Cache Aware LLM Inference Request Routing

LLMs have a particularly gnarly resource utilization shape. The "prefill" stage, when processing a prompt is [[Graphics Processing Unit|GPU]] compute heavy while the "decode" stage (generating tokens) is memory bandwidth heavy. Mixing these workloads in an unbalanced way can cause stalls, particularly on token generation. To make request handling the most efficient and economical, requests who have blocks already resident in the KV-cache of a GPU, such as one that has recently processed a prompt with the same prefix, is dramatically less resource intensive. From this standpoint, routing requests becomes incredibly important, as most inference providers will have large fleets of many GPU clusters able to serve inference requests. It's generally pretty easy to handle the routing part, fortunately. You establish "block size" in number of tokens as a unit of cached values. I'm not entirely certain if this is informed by the GPU/inference server or if it's arbitrary. As requests come in, you tokenize the "context" or input of the request, splitting up the resulting token IDs into block-sized groups. You can then hash the sequence of block IDs and some metadata about the model and the previous block hash if not the "root" block, and store it for future routing.
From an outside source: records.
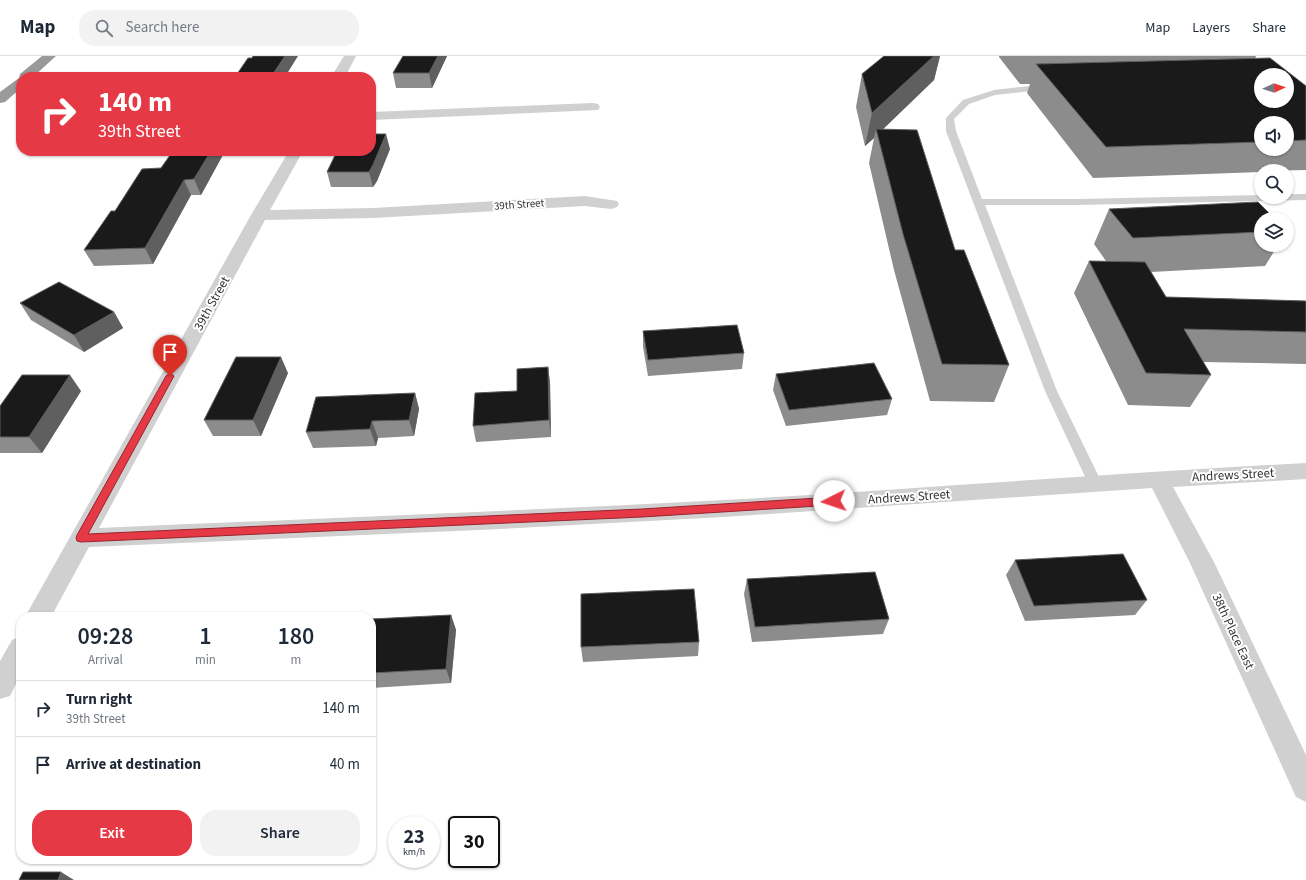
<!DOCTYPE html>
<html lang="en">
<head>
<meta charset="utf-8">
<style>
  :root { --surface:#fff; --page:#f2f2f3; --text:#1f2937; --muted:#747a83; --line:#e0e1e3; --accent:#e63946 }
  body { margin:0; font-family:"Source Sans 3",sans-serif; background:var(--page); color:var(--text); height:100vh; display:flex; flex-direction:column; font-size:15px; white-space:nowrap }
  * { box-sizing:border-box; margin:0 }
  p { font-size:13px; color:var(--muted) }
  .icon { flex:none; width:22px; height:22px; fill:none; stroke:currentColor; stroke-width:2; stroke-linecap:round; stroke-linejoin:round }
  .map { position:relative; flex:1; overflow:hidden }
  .drawer { position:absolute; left:16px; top:556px; width:360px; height:252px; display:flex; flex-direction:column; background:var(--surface); border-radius:16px; box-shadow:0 1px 3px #0004 }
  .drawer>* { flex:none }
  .banner { position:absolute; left:16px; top:16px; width:360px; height:84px; border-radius:16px; box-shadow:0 1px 3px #0004; background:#e63946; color:#fff; overflow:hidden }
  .needle { width:26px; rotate:86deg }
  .fabs { position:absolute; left:1254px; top:12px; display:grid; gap:8px }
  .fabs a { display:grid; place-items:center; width:40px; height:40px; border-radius:50%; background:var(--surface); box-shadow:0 1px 3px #0004; font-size:20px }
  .speed { position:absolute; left:388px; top:760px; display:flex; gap:8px; font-size:20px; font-weight:700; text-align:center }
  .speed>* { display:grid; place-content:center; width:52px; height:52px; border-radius:50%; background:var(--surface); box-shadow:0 1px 3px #0004; line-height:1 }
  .speed small { font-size:10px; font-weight:400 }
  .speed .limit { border:2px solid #111; border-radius:6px; background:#fff; color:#111 }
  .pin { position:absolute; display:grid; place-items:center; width:34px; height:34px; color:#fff; margin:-41px -17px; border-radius:50% 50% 50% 0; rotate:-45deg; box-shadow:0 0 4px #0007 }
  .pin .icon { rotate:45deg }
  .me { position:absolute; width:44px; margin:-22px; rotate:266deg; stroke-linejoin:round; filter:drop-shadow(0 0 3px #0008) }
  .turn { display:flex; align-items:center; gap:14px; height:84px; padding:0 16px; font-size:18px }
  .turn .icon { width:52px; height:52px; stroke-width:2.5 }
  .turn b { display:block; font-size:28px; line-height:34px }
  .eta { display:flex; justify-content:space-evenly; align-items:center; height:68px; text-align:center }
  .eta b { font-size:24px; font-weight:600; line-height:28px }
  .action { display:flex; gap:8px; margin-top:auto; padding:8px 16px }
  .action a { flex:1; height:46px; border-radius:16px; background:var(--accent); color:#fff; font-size:16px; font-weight:600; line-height:46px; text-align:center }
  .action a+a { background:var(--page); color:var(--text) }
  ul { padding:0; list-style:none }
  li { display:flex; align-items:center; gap:12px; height:56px; padding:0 16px; border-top:1px solid var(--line) }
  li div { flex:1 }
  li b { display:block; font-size:15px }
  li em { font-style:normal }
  header { display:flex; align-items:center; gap:24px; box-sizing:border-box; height:56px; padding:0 20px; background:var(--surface); border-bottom:1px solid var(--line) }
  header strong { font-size:19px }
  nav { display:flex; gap:22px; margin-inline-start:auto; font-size:14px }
  .search { width:280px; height:36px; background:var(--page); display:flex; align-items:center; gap:10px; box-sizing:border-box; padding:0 14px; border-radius:16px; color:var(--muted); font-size:15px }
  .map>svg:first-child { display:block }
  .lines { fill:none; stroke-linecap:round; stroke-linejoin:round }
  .lane { fill:#d0d0d0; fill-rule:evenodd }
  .street { fill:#d0d0d0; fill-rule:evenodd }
  .highway { fill:#9a9a9a; fill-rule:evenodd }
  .wall { fill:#8c8c8c; fill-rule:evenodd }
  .shaded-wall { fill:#5f5f5f }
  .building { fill:#1a1a1a; stroke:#5f5f5f; fill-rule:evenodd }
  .route { fill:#e63946; stroke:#96252e }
  .labels { text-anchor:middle; stroke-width:4; stroke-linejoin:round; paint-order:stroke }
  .far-street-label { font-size:11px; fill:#333; stroke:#fff }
  .street-label { font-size:13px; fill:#333; stroke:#fff }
</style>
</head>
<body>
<header>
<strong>Map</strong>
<div class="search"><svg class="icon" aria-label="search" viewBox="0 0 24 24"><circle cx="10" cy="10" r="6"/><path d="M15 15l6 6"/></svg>Search here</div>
<nav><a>Map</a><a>Layers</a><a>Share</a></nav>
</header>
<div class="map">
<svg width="1306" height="824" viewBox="0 0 1306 824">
  <rect width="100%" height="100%" fill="#fff"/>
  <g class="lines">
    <path class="lane" d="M1047,28l3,1 1,2 -1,2 -55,6 -26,9 -15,15 2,12 26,68h96l183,-4v2h26v-3h19v6l-228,5h-93l72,186 45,92 -2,4 -5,1 -5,-1 -2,-4 -43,-92 -99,-260v-13l17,-18 31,-10z"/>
    <g class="street">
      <path d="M344,0h12l-11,21h-14z"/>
      <path d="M593,47l5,1 2,3 -2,3 -227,10v-8z"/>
      <path d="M289,95h14l-33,59 103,-2 212,-12 32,5 2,3 -2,3 -6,2 -26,-3 -212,12 -108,2 -166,308c208,-9 417,-17 625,-28 194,-11 388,-27 582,-37v16l-133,8 41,75 92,193v47l-10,-5 -106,-234 -38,-75 -428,29 -223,12 -412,18 -38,70h-26l226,-402z"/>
      <path d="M21,580v38l-11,22 -10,3v-38l12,-21z"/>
    </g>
    <path class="highway" d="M42,0h14l-23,21h-12v11l-16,14 -5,1v-11l19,-14 1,-4z"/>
  </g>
  <g class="wall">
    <path d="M447,0l-15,32h-36l-3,-15z"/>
    <path d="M884,0h56l-6,24 -51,49 72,121 54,115 -15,37 -64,-1 -36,-131 -25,-107 5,-25 -9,8 -9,-39 6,-33z"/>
    <path d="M999,0h257l-1,3 51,27v84l-45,1v1l-168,6 -66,-85 3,-9h-10l-21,-27zM1261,67h26v26h-26z"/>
    <path d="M390,93l-13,32 -4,6h-42l-4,-15z"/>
    <path d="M173,95h52l-24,44h-10l-38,69 -59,2 -10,-16 31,-39 46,-43z"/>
    <path d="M1109,153l152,10v26h17l-13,21 -114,6 15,25 140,4v63l-103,-2 8,13 -21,32 -62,-2 -54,-112 15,-32h17l-12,-17z"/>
    <path d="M20,247l94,9 9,16 -39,24 -53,-32z"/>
    <path d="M643,275l101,22 -2,16 -94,7 -5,-29z"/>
    <path d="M548,311l2,16 1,54 -75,5 -3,-16z"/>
    <path d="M288,317l-27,63h-48l-9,-16z"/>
    <path d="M776,318l116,25 -5,16 -101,11 -13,-36z"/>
    <path d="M81,335l-39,62h-42v-47z"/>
    <path d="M415,337l4,16 -5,27 -36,2 -2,8 -63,2 -7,-16z"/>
    <path d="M1015,504l132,40 -12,15 -110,6 -19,-46z"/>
    <path d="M747,523l142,40 -6,15 -131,8 -8,-48z"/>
    <path d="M451,559l5,15 -5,53 -80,5v-69z"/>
    <path d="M699,586l-1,14 -115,6 -2,-15z"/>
  </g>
  <g class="shaded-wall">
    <path d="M285,0h13l-13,21h-14z"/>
    <path d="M438,0h9l-15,32 -3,-15z"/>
    <path d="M934,0h6l-6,24 -57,55 -1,-6 -2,9 -9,8 7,-33z"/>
    <path d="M386,78l4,15 -13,32 -4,6 -4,-15z"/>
    <path d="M211,95h14l-24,44 -7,-16z"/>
    <path d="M184,124l7,15 -38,69 -8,-16z"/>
    <path d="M114,256l9,16 -39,24 -10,-17z"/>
    <path d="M281,301l7,16 -27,63 -8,-16z"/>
    <path d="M548,311l2,16 1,54 -2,-17z"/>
    <path d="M70,319l11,16 -39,62 -13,-16z"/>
    <path d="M415,337l4,16 -5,27 -5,-16z"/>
    <path d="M372,365l6,17 -2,8 -6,-17z"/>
    <path d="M451,559l5,15 -5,53 -5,-14z"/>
    <path d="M61,816l13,8h-16z"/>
  </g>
  <g class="building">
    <path d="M253,0h32l-14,21h-36l13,-19h4z"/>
    <path d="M403,0h35l-9,17h-36z"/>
    <path d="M884,0h50l-62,57 -10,-39z"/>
    <path d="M1270,2l36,28v54l-19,1v-18h-26v19l-155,5 -70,-83zM1261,19h26v26h-26z"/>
    <path d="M876,73l41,1 38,120h9l45,115 -67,-1 -39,-130z"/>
    <path d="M371,78h15l-13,31 -4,7h-42l10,-21h34z"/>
    <path d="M173,95h38l-17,28 -10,1 -39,68 -61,2 27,-39h4l27,-42 19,-1z"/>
    <path d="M1258,146l17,17h-14v13l-128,6 -24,-29z"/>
    <path d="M1089,205l56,1 21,35 140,4v31l-122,-3 27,46 -65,-2z"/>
    <path d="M59,226l55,30 -40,23 -54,-32z"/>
    <path d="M737,269l7,28 -96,7 -5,-29z"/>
    <path d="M236,301h45l-28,63h-49z"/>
    <path d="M874,307l18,36 -103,11 -13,-36z"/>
    <path d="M548,311l1,53 -76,6 2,-33 42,-2v-22z"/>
    <path d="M22,319h48l-41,62h-29v-31z"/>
    <path d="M415,337l-6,27 -37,1 -2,8 -64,3 10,-35z"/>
    <path d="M1123,498l24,46 -113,6 -19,-46z"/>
    <path d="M875,516l14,47 -134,8 -8,-48z"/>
    <path d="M694,533l5,53 -118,5v-53z"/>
    <path d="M451,559l-5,54 -75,4v-54z"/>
    <path d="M23,816h38l-3,8h-39z"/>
  </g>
  <path class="route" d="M170,317l4,3 -86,158 554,-25 192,-12 5,4 -5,4 -192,12 -561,25 -4,-1 -1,-3 1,-3 89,-159z"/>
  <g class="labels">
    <g class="far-street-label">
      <text transform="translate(519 148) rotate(-4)" y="4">39th Street</text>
    </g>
    <g class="street-label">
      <text transform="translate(211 247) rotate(-61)" y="5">39th Street</text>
      <text transform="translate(1233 418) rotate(-3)" y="5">Andrews Street</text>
      <text transform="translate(909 440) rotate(-4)" y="5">Andrews Street</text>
      <text transform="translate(1234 575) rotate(65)" y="5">38th Place East</text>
    </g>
  </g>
</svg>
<div class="fabs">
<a><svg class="needle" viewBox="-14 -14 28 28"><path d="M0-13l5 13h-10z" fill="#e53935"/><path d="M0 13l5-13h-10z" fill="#747a83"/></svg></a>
<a><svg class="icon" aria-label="sound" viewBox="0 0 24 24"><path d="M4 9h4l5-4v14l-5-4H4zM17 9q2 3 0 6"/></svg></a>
<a><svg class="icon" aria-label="search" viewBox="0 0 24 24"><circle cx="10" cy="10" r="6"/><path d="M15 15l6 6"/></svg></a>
<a><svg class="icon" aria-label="layers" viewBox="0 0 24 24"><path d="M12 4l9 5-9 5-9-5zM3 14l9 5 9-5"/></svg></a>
</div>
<div class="speed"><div>23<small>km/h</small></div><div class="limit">30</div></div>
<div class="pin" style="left:170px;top:320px;background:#d93025"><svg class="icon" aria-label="arrive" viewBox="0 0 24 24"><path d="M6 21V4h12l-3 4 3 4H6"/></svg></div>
<svg class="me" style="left:834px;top:445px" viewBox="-20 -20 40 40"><circle r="19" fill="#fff"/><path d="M0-13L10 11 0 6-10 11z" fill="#e63946"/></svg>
<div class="banner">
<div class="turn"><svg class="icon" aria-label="right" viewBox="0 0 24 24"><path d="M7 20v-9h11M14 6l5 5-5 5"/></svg><div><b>140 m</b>39th Street</div></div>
</div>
<section class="drawer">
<div class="eta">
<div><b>09:28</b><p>Arrival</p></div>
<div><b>1</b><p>min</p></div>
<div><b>180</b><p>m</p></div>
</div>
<ul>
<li><svg class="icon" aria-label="right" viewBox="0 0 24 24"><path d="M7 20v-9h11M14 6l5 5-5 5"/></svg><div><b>Turn right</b><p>39th Street</p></div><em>140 m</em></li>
<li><svg class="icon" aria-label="arrive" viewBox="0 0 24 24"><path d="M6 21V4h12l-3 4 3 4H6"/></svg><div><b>Arrive at destination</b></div><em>40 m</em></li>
</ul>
<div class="action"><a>Exit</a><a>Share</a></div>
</section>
</div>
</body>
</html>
The smart routing algorithm then becomes a standard load/capacity based one biased by any matching cached block hashes. Matched hashes imply the block is resident in the KV cache with relatively high certainty. # Cache Eviction Cache eviction becomes a distributed data synchronization problem in this model. As new requests are processing, the KV-cache must evict unused records (I'm unclear what the nature of the data in these records are or if it this is even the correct mental model for the KV-cache). The routing system needs to be aware of these cache evictions as quickly as possible, as it can incorrectly "score" a requests cache factor and potentially overload a inference server. To mitigate this, it should be sufficient to use LRU-style timestamps stored in the cache residency records and expire records older than some timestamp. The miner can explicitly notify when records get evicted, keeping the cache more accurate but with the tradeoff of delay. It is not yet clear if this will be sufficient for real-world workloads.